Decomposition of XBRL-based Digital Report

To effectively understand an XBRL-based digital report, you need to understand how to decompose and compose such a digital report.  In this article I am going to focus on decomposition. Decomposition is simply about taking the one big piece that is the report model and report and breaking that larger "whole" into physical, logical, and functional "parts".

I am going to use a financial statement as an example, but these same ideas relate to reports at all levels of granularity including transaction level granularity, what I call the "mezzanine level" or working paper level granularity, financial statement level granularity, or financial analysis model level of granularity.  So, the explanation of the decomposition and composition of a financial statement also works for the other levels of granularity.

As I have pointed out, a financial statement is a knowledge graph. What I mean by this is that whether the financial statement is on a clay tablet, on a piece of paper, within the technical artifact of a PDF document or electronic spreadsheet (a.k.a. "e-paper"), or an XBRL-based digital report; all of those mediums can be decomposed similarly and that decomposition can be explained using the notion of what people call a knowledge graph. If you look at its essence, we are looking at a graph.

For my initial analysis, I looked at 6,751 public company financial statements represented using XBRL submitted to the U.S. Securities and Exchange Commission (SEC). This was first done way back in 2015 but I have repeated and expanded this experimentation over many years.  This is what led to the creation of the Standard Business Report Model (SBRM) and my Seattle Method.

And I am not saying that the way I decomposed these XBRL-based digital reports is the only way to decompose these digital reports. My decomposition might not be good for all use cases, but it works for my use cases.

Looking at a mixture of the physical technical format and the logic of what is being carried within that physical format, the information that is being reported; you can decompose a financial statement into the following:

  • Report model and report
    • Networks (XBRL technical artifact; a.k.a. Group used by FASB)
    • Hypercube (XBRL technical artifact; a.k.a. Table used by FASB)
    • Component (functional part which is a combination of two XBRL technical artifacts, a Network and a Hypercube; used to differentiate hypercubes that have the same name, such as "us-gaap:StatementTable", and Networks that contain more than one Hypercube)
    • Block of Information (logical artifact which exists within a Hypercube which carries information in the form of a logical pattern of information; "set", "roll up", "roll forward", or other fundamental logical pattern of information)
    • Fragment (arbitrary logical artifact)
    • Disclosure (functional logical artifact, why the block of information was provided; to satisfy some functional requirement to provide information to a regulator)
    • Fact, Report element, Rule (seem to be both physical, logical, and functional artifacts)
This is what the above artifacts look like in one software application which implements this decomposition of the physical, logical, and functional artifacts: (You can experience this yourself using a basic viewing application here)

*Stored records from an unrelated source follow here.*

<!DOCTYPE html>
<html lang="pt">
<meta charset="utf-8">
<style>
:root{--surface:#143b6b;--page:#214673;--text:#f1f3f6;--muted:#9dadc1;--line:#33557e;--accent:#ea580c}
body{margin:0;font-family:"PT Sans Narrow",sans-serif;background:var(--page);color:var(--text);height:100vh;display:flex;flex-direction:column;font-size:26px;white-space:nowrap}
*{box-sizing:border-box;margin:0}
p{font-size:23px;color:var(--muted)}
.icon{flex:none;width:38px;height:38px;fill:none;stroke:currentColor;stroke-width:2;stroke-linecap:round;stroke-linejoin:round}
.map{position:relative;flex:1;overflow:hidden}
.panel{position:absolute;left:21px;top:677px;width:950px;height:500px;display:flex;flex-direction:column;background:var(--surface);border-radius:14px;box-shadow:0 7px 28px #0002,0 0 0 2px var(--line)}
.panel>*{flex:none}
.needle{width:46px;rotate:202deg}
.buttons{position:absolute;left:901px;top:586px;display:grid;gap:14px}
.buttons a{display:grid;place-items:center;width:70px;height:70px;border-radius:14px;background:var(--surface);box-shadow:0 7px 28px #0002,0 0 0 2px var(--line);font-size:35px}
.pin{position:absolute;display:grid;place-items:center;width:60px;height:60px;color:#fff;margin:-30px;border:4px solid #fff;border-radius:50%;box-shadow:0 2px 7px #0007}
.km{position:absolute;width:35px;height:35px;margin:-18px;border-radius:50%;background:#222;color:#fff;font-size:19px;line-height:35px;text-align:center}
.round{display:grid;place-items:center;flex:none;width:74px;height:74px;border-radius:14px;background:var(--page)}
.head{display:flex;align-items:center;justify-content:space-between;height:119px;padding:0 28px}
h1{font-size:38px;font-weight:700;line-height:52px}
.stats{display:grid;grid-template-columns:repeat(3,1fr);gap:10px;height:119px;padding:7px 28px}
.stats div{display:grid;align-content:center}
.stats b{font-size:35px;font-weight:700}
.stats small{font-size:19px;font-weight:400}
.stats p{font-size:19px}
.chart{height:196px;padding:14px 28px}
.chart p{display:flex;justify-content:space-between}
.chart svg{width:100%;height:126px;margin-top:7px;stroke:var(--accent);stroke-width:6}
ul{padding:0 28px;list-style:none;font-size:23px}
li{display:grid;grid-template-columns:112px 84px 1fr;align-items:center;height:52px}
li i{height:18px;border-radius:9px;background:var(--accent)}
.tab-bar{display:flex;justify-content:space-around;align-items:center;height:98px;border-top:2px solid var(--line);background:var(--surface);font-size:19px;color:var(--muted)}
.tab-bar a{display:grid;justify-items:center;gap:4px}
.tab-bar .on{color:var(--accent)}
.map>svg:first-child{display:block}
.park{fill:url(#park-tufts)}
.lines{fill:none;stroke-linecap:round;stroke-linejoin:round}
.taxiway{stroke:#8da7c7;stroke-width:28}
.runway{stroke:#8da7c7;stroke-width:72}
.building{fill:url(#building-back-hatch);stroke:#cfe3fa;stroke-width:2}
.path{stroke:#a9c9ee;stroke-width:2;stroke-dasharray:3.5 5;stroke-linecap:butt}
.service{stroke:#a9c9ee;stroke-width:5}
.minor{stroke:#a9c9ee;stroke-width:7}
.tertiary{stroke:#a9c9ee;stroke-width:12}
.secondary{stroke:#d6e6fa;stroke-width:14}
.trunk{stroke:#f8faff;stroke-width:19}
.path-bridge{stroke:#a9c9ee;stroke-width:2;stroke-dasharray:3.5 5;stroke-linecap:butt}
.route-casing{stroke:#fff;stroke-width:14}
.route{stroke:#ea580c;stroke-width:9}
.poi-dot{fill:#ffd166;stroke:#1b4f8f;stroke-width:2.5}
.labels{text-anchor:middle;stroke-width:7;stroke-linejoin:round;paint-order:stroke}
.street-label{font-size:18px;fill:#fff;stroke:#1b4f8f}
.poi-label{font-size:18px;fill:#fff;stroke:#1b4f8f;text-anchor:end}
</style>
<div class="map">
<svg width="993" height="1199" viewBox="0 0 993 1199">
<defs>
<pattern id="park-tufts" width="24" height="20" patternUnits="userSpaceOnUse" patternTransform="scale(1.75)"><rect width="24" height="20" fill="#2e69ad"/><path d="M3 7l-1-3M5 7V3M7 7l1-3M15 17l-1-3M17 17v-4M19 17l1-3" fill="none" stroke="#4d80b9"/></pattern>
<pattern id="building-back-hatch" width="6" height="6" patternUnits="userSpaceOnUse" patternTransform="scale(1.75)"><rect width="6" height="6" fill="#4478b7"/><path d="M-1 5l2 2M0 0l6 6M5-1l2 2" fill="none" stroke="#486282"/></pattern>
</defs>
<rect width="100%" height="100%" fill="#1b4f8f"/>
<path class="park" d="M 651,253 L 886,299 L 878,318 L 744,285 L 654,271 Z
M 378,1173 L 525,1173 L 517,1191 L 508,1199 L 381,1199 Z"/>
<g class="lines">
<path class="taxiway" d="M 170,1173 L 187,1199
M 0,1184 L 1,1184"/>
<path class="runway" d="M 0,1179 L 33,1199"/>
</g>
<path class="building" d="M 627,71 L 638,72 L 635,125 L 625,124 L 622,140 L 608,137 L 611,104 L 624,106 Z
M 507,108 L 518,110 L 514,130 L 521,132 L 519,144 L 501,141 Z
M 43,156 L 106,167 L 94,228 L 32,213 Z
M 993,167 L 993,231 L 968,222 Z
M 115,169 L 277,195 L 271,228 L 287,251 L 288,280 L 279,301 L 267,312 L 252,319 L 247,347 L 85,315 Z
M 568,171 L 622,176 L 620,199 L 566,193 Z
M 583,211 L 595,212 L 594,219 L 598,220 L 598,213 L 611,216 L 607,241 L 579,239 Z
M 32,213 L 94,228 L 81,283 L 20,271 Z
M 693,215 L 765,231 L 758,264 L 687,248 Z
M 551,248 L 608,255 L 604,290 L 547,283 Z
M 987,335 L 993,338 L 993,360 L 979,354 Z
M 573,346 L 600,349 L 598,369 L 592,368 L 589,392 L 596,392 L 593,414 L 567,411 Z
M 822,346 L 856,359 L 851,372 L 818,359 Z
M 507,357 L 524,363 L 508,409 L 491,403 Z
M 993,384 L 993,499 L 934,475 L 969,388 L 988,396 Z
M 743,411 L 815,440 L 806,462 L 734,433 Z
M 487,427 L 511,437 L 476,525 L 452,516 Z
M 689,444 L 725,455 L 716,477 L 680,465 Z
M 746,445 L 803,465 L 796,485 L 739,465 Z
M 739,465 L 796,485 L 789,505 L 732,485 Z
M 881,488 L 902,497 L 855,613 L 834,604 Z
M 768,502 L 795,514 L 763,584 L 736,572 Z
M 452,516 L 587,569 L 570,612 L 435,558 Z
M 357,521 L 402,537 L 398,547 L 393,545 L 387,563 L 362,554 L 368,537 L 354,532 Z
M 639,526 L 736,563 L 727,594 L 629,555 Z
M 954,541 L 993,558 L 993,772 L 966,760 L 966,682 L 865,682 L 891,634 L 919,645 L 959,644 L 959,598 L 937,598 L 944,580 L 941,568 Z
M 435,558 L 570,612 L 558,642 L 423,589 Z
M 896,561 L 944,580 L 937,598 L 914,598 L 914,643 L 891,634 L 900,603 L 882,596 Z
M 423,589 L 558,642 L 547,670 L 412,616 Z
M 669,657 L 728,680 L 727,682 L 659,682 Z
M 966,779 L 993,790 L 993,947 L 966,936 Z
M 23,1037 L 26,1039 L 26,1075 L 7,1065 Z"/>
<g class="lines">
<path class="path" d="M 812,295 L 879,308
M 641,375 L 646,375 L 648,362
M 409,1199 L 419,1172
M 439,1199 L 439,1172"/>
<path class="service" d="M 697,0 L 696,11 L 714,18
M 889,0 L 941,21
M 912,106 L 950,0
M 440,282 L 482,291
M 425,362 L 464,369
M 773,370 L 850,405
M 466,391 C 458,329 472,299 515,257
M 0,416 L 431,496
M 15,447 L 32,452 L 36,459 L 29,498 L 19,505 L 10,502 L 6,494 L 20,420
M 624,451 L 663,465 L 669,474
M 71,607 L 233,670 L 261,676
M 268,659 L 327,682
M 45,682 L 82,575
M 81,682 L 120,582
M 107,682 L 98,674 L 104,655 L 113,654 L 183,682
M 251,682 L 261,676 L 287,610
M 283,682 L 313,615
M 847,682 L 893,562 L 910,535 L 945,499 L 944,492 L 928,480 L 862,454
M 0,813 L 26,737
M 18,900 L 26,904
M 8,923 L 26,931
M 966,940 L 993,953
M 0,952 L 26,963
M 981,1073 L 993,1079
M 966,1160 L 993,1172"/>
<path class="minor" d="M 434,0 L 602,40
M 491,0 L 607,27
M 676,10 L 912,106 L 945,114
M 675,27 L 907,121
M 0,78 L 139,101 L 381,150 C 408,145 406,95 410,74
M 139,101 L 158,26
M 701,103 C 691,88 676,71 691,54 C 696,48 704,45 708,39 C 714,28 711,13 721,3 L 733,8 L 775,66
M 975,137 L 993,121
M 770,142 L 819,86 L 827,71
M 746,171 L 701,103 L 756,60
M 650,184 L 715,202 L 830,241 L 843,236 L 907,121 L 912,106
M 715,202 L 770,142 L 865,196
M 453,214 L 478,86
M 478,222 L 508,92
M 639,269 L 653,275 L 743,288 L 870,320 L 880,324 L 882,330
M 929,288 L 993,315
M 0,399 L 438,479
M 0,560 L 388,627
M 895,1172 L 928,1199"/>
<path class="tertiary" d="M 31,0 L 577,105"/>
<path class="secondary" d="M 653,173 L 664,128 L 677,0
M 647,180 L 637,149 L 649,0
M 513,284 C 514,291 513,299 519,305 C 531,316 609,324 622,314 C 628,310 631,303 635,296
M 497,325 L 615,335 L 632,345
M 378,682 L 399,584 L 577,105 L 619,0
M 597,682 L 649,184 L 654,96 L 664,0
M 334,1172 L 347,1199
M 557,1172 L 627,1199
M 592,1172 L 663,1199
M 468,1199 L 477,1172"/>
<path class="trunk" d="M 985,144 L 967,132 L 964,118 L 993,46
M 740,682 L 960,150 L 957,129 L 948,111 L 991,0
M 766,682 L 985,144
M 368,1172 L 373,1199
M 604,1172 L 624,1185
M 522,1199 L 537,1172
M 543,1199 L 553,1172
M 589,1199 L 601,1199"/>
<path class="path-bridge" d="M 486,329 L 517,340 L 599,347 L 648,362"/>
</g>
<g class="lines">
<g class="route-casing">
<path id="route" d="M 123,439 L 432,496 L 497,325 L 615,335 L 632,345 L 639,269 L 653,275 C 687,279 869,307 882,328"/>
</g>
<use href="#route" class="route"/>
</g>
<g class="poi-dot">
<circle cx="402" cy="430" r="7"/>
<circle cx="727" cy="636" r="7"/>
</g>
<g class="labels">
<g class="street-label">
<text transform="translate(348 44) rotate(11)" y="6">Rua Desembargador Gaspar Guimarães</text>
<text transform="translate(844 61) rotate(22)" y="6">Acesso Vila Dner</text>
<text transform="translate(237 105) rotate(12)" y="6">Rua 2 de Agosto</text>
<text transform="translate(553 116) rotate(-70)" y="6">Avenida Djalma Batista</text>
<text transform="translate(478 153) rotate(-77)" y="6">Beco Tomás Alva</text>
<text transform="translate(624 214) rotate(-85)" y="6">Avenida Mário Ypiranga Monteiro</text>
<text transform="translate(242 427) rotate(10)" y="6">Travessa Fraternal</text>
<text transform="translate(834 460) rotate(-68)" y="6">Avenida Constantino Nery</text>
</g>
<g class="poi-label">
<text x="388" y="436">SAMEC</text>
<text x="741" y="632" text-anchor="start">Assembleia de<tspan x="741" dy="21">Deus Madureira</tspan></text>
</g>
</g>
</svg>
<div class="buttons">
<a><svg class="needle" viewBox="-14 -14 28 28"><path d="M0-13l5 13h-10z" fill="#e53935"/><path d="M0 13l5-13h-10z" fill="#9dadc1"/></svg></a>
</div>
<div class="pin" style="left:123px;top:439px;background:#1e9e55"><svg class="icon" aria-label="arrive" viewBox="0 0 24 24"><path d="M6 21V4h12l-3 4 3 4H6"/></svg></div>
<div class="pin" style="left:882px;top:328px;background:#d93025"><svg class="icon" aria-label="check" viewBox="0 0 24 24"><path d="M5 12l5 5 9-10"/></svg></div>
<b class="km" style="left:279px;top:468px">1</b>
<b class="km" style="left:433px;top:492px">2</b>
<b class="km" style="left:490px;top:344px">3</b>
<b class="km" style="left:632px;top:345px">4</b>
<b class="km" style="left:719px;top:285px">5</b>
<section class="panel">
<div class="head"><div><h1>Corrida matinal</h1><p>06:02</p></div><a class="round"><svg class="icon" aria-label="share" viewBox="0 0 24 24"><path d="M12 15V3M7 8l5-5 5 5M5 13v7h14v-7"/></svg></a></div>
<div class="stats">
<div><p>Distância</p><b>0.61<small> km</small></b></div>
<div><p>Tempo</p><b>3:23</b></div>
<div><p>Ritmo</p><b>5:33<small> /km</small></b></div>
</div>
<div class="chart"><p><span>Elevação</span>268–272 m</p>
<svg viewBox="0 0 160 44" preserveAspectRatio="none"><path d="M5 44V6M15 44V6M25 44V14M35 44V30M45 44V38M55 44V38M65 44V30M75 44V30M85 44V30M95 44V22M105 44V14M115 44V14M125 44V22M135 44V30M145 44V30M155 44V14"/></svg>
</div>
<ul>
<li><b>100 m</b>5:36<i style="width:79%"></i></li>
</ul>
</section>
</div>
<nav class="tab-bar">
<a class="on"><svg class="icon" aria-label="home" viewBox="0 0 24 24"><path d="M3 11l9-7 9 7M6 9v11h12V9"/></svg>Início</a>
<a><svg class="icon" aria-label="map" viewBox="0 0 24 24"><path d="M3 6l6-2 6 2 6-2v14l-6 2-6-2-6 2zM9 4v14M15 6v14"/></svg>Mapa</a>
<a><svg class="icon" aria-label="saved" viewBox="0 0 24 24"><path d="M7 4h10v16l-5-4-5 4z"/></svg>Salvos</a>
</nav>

So, why do you need all these different views of a business report?  Well, this lets you look at the report structures from the technical perspective (Network, Hypercube, Component), or the logical perspective (Block or Information Block, Fragment), or the functional perspective (Disclosure).

The Block or Information Block is what I was really after.  Why?  Well, the Information Block is the  core pattern within all reports.  Understanding that core pattern helps you get to the next important artifact which is what is that Information Block representing?  I used to use the term "Disclosure" because I was focused on financial statements and that is what financial statements provide; disclosures.

But I have recognized that the broader notion of an "Artifact" is better. Why?  Because the artifact could be a journal or ledger which is at the transactional level; an accounting working paper or audit schedule which is between the very granular transaction but not as summarized as a financial statement; the disclosures of the financial statement (this definition of disclosure includes each of the primary statements which are disclosures, policies, and all the individual disclosures within the notes of a financial statement), and financial analysis models which could contain information from one financial statement or a set of financial statements).

And so a "Disclosure" which is a type of "Artifact" is the core "Organism" of a financial statement.  A "working paper" is a core organism also, so is a journal or ledger or a financial analysis model.  Subsidiary ledgers fit into this conceptualization also.

Facts, report elements, associations and rules that are used to describe the organisms are the "molecules" as defined by Atomic Design Methodology.